Task goal:
In full and word for word, copy the listing; no pictures belong in the copy.

Dataset content:
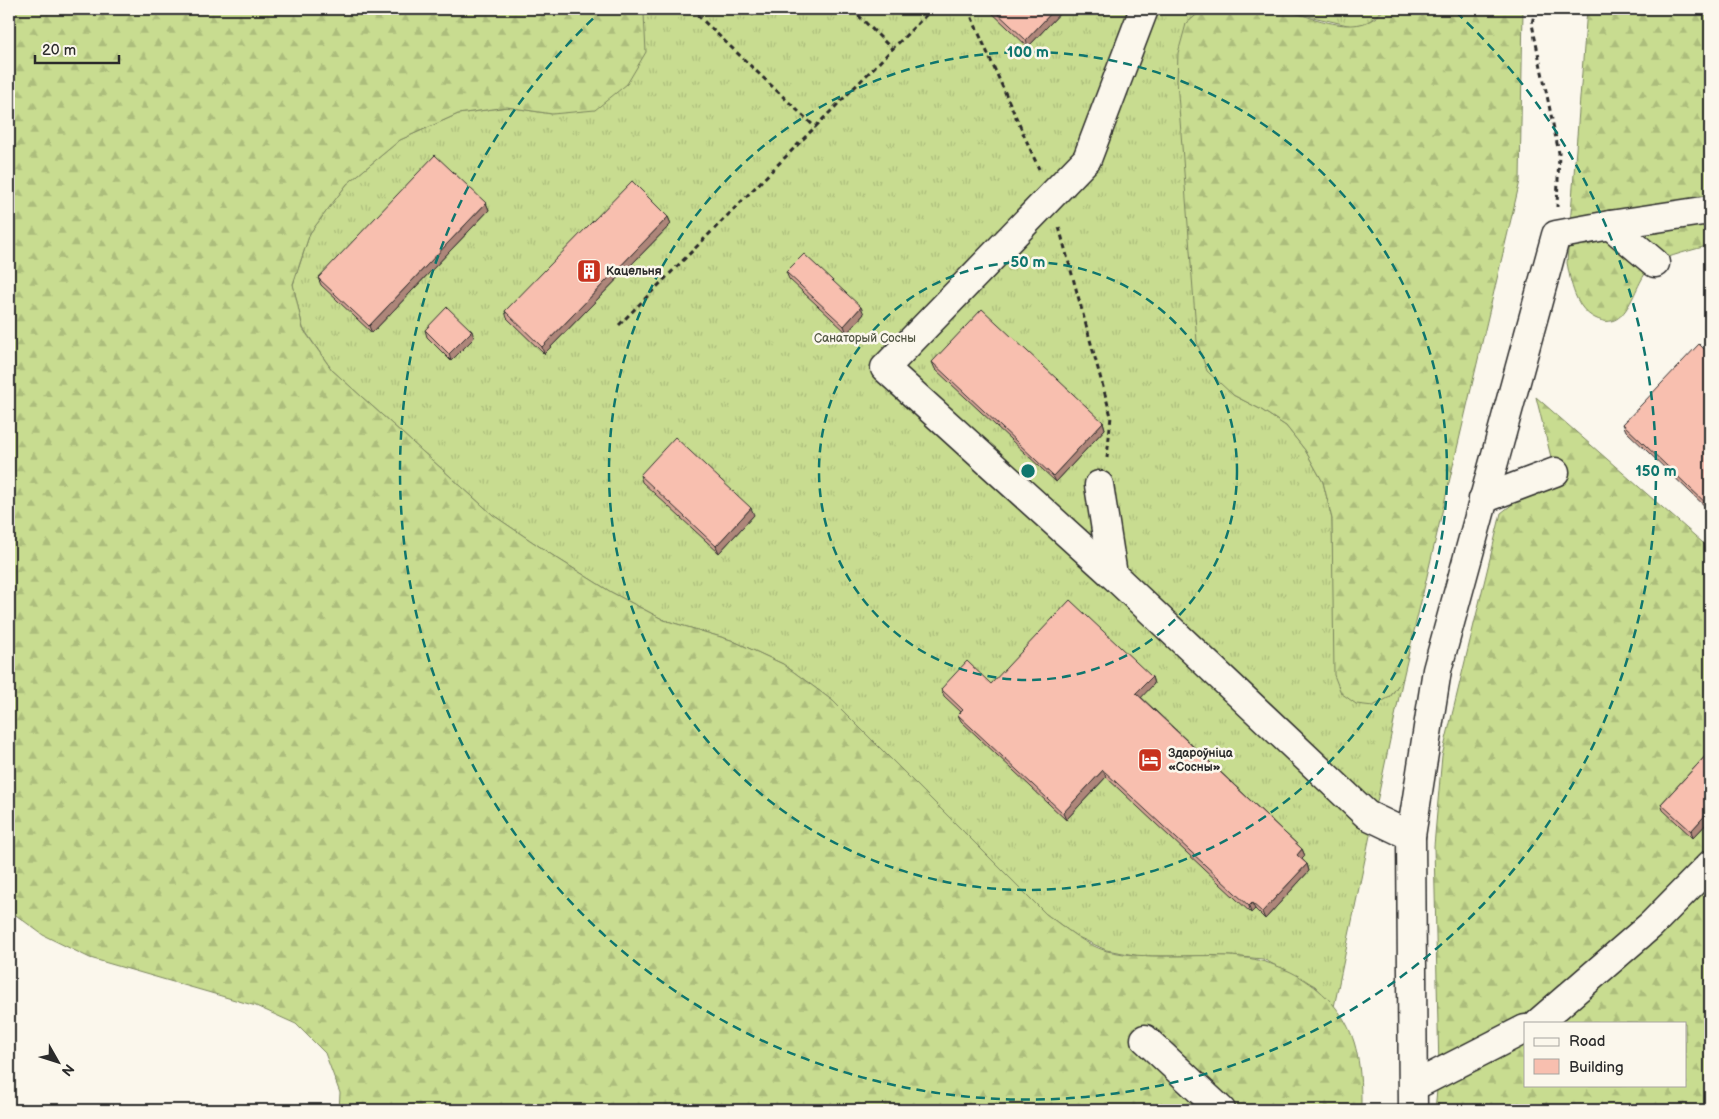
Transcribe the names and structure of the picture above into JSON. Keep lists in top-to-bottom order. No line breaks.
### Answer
{"parks":["Санаторый Сосны"],"places":{"building":["Кацельня"],"hotel":["Здароўніца «Сосны»"]},"legend":["Road","Building"],"scale_bar":"20 m","north":"bottom right","rings":["100 m","50 m","150 m"]}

Solution below:
Transcribe the names and structure of the picture above into JSON. Keep lists in top-to-bottom order. No line breaks.
### Answer
{"parks":["Санаторый Сосны"],"places":{"building":["Кацельня"],"hotel":["Здароўніца «Сосны»"]},"legend":["Road","Building"],"scale_bar":"20 m","north":"bottom right","rings":["100 m","50 m","150 m"]}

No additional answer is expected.